**Problem statement**
Every single line below has to be printed once more, exactly.

*** Dataset excerpts Section Begins ***

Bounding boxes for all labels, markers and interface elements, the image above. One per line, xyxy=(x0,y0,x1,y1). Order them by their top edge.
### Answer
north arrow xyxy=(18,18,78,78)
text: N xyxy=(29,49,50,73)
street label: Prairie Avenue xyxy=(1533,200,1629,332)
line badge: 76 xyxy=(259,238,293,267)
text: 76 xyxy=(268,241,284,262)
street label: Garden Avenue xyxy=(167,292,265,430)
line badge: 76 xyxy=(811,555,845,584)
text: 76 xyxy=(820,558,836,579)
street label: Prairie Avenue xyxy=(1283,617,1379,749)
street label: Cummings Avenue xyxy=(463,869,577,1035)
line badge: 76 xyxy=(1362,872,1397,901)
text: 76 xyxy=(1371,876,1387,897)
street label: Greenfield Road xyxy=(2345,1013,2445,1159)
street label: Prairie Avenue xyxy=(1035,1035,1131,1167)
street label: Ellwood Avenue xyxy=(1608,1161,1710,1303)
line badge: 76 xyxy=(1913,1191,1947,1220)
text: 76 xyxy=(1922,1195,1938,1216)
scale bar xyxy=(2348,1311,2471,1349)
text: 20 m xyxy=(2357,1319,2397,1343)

*** Dataset excerpts Section Ends ***

**Your response**
Bounding boxes for all labels, markers and interface elements, the image above. One per line, xyxy=(x0,y0,x1,y1). Order them by their top edge.
### Answer
north arrow xyxy=(18,18,78,78)
text: N xyxy=(29,49,50,73)
street label: Prairie Avenue xyxy=(1533,200,1629,332)
line badge: 76 xyxy=(259,238,293,267)
text: 76 xyxy=(268,241,284,262)
street label: Garden Avenue xyxy=(167,292,265,430)
line badge: 76 xyxy=(811,555,845,584)
text: 76 xyxy=(820,558,836,579)
street label: Prairie Avenue xyxy=(1283,617,1379,749)
street label: Cummings Avenue xyxy=(463,869,577,1035)
line badge: 76 xyxy=(1362,872,1397,901)
text: 76 xyxy=(1371,876,1387,897)
street label: Greenfield Road xyxy=(2345,1013,2445,1159)
street label: Prairie Avenue xyxy=(1035,1035,1131,1167)
street label: Ellwood Avenue xyxy=(1608,1161,1710,1303)
line badge: 76 xyxy=(1913,1191,1947,1220)
text: 76 xyxy=(1922,1195,1938,1216)
scale bar xyxy=(2348,1311,2471,1349)
text: 20 m xyxy=(2357,1319,2397,1343)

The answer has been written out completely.